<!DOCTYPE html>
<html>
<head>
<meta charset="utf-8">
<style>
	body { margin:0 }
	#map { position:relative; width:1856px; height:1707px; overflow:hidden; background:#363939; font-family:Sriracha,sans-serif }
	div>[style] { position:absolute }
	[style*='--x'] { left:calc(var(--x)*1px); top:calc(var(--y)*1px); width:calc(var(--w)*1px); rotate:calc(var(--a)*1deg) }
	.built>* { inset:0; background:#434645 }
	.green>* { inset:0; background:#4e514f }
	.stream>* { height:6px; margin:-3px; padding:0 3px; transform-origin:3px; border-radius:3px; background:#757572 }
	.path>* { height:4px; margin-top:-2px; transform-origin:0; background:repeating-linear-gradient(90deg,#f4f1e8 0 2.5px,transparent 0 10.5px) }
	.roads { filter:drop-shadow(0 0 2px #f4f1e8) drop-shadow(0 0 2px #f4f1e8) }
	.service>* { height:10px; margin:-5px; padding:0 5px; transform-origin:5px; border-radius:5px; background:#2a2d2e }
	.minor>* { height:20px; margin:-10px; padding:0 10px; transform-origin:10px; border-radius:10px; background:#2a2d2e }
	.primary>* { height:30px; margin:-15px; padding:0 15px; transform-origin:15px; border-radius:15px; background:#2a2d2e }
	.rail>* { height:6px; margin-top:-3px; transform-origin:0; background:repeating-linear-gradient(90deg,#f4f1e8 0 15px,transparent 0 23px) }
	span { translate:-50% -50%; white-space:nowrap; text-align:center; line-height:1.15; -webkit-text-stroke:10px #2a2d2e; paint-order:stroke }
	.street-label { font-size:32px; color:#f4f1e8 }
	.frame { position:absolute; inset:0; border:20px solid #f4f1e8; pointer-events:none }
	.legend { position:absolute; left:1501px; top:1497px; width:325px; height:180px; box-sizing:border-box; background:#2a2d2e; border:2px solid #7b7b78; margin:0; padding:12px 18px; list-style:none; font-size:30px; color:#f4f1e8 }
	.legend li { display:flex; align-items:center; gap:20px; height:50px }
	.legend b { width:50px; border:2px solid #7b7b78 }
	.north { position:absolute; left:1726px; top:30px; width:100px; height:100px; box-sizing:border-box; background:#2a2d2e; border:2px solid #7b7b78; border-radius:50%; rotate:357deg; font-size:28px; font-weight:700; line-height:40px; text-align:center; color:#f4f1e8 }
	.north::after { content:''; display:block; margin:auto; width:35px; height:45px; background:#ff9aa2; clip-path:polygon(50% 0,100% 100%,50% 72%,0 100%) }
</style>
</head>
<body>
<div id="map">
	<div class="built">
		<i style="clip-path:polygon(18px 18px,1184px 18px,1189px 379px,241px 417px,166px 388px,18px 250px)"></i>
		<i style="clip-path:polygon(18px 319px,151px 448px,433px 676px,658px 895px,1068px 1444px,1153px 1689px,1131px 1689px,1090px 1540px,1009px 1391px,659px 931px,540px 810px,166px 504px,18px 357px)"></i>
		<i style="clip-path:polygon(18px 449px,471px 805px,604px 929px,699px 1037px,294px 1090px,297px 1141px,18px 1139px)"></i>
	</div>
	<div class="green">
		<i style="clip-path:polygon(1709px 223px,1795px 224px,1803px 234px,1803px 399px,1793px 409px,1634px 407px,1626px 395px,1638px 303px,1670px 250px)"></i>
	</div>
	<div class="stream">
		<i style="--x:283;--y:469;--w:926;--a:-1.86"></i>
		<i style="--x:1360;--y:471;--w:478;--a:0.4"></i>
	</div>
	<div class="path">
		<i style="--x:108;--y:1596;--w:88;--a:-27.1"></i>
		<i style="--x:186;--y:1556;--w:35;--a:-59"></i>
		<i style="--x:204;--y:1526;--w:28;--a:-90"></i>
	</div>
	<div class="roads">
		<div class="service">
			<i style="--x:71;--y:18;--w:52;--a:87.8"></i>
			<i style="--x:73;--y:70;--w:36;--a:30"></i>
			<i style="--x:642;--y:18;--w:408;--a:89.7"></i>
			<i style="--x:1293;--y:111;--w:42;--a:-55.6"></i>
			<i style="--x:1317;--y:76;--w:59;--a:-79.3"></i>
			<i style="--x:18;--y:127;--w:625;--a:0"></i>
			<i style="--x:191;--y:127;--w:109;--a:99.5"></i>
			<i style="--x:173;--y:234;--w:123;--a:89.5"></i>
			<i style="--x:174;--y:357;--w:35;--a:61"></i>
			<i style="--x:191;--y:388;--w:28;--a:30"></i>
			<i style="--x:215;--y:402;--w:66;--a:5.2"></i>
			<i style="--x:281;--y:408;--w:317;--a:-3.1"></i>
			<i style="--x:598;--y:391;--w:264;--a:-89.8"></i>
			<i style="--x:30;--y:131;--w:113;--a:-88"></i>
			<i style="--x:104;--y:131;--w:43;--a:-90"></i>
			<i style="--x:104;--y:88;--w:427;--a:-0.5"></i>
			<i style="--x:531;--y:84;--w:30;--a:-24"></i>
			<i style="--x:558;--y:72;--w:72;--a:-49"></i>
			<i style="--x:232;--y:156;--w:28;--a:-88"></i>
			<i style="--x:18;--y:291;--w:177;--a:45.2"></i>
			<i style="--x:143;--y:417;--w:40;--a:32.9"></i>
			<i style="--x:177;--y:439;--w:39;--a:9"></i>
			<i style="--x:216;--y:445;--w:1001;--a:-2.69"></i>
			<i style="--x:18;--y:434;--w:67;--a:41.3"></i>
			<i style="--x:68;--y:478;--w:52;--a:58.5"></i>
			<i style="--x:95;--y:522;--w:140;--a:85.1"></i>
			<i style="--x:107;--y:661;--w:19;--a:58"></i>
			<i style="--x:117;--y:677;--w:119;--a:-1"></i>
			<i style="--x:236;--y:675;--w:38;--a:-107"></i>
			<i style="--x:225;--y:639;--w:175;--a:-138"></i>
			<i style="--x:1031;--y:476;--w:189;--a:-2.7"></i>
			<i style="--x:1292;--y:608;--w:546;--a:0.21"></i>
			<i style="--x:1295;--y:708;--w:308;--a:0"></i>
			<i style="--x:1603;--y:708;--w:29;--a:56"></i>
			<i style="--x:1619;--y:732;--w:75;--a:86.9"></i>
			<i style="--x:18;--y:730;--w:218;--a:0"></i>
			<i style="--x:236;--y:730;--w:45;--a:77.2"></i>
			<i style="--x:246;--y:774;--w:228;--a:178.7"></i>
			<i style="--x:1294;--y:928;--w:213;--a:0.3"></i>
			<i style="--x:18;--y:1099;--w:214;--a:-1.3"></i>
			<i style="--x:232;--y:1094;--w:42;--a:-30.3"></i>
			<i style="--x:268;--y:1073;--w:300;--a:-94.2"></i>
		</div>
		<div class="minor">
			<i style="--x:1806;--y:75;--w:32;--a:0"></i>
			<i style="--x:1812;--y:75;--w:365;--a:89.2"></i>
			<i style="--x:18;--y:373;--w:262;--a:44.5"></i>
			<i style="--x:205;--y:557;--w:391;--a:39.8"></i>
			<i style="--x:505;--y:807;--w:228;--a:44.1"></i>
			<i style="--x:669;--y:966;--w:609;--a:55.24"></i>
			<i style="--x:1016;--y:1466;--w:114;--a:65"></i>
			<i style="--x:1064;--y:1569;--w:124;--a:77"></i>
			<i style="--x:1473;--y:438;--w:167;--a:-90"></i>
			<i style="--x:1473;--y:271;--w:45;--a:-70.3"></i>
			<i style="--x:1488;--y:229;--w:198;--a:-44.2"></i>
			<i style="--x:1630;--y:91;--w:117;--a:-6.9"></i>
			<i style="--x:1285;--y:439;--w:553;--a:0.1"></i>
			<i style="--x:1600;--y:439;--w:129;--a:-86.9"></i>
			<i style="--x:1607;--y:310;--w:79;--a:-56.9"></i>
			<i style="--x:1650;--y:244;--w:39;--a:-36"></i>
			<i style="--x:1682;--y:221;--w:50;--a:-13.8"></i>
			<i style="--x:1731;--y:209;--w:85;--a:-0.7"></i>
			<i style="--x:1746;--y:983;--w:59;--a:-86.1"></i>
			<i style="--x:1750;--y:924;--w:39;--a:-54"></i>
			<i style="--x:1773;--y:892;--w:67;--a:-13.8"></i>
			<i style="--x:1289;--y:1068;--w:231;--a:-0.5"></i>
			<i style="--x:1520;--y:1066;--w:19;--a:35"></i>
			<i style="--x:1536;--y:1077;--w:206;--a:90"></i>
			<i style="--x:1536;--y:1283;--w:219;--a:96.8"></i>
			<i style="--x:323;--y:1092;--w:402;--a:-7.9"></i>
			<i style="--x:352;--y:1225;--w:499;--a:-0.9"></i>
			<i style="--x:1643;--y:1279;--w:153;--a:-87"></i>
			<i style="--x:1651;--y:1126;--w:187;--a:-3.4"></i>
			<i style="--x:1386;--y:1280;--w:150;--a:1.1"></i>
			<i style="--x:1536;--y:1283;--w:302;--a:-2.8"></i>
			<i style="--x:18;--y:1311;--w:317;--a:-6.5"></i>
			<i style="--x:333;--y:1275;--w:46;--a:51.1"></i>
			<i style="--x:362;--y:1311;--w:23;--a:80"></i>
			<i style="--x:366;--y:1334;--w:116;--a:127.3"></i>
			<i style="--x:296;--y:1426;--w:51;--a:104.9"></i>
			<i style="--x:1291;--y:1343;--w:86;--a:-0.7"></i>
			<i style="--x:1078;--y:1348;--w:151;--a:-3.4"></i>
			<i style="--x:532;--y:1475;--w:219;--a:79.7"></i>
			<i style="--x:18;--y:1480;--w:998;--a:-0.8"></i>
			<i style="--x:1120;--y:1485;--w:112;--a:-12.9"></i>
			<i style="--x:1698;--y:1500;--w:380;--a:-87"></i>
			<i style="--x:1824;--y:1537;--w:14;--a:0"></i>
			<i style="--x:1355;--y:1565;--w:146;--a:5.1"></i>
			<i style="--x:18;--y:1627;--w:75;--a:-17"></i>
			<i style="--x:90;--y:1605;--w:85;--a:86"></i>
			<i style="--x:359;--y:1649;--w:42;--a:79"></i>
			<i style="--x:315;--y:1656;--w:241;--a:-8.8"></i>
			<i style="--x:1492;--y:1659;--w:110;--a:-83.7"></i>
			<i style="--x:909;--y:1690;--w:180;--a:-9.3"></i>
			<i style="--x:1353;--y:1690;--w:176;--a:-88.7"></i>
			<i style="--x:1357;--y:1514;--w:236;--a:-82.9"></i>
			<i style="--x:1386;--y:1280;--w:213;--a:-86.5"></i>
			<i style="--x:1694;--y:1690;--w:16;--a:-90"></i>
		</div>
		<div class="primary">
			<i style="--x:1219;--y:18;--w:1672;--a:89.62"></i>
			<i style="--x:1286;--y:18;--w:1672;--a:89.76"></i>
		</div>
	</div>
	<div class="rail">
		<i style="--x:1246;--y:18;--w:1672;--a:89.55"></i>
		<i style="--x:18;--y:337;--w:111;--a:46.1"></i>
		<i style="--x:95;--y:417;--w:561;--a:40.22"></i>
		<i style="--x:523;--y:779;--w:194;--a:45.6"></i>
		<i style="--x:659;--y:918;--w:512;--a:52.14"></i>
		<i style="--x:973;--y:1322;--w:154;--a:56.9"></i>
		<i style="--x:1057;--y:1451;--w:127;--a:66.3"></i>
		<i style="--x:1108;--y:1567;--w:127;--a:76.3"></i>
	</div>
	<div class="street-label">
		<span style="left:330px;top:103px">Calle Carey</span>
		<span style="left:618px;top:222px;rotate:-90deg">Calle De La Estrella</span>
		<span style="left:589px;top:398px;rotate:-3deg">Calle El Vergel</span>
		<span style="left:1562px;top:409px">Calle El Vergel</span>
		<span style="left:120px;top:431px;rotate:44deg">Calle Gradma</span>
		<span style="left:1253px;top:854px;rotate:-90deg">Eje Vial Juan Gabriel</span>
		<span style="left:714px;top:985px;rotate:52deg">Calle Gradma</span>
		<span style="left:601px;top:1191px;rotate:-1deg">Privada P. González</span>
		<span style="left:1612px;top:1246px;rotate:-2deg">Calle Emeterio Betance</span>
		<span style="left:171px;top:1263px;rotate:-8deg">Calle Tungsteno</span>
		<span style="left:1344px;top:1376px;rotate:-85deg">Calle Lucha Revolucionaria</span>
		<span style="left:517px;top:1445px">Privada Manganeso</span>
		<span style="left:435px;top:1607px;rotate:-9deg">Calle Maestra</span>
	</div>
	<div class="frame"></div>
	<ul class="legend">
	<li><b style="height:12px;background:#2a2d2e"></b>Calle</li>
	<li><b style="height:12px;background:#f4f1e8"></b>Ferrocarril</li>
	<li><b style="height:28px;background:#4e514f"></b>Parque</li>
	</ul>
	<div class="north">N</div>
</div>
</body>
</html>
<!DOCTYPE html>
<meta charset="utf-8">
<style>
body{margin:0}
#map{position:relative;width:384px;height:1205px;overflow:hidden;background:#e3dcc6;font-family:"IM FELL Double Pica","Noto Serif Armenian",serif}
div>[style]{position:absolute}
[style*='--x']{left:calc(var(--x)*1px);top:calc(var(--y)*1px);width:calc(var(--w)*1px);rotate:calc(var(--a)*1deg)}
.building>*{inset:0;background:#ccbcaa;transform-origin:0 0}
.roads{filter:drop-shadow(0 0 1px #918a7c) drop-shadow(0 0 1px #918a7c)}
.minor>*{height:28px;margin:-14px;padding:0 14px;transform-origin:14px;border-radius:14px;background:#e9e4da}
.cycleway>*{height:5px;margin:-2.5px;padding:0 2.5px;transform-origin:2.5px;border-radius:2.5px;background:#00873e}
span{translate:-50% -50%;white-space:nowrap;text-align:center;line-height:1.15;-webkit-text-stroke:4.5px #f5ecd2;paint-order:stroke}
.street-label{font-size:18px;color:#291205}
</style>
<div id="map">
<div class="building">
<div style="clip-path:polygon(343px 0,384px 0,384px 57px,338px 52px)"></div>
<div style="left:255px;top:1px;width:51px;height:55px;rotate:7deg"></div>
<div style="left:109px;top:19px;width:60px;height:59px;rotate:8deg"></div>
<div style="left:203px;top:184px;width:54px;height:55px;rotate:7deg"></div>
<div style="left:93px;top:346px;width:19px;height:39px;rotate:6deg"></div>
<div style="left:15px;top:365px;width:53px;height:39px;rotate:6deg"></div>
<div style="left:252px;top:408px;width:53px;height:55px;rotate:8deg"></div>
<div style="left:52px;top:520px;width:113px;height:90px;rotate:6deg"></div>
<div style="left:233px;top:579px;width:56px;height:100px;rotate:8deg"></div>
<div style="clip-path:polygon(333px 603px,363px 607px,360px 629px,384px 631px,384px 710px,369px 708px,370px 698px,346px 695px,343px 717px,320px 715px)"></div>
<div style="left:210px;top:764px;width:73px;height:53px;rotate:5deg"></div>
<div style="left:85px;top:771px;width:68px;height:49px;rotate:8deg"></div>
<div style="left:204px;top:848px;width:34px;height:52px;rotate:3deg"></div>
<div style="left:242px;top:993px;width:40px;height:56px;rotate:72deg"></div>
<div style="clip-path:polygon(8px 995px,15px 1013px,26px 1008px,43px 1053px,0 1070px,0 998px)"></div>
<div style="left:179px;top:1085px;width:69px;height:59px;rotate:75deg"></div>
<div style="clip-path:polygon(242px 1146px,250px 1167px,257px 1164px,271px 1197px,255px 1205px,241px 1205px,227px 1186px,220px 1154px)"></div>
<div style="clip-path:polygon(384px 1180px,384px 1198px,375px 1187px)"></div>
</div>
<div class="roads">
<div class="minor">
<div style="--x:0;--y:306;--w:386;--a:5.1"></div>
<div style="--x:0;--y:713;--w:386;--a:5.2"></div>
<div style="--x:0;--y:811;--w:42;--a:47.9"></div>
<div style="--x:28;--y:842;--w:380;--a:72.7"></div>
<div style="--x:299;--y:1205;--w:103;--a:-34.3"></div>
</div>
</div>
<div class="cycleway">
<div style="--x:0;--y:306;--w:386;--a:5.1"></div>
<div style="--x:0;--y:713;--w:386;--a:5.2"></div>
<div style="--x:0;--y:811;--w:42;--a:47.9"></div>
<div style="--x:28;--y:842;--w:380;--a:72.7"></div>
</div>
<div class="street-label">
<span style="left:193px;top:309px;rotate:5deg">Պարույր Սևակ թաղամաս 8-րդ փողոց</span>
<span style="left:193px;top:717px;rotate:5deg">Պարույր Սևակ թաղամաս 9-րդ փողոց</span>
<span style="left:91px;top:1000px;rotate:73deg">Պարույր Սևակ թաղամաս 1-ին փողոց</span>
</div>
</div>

Problem description: From the records above, count how many lines hold the string "calc", then give only that number.

The completed task: 2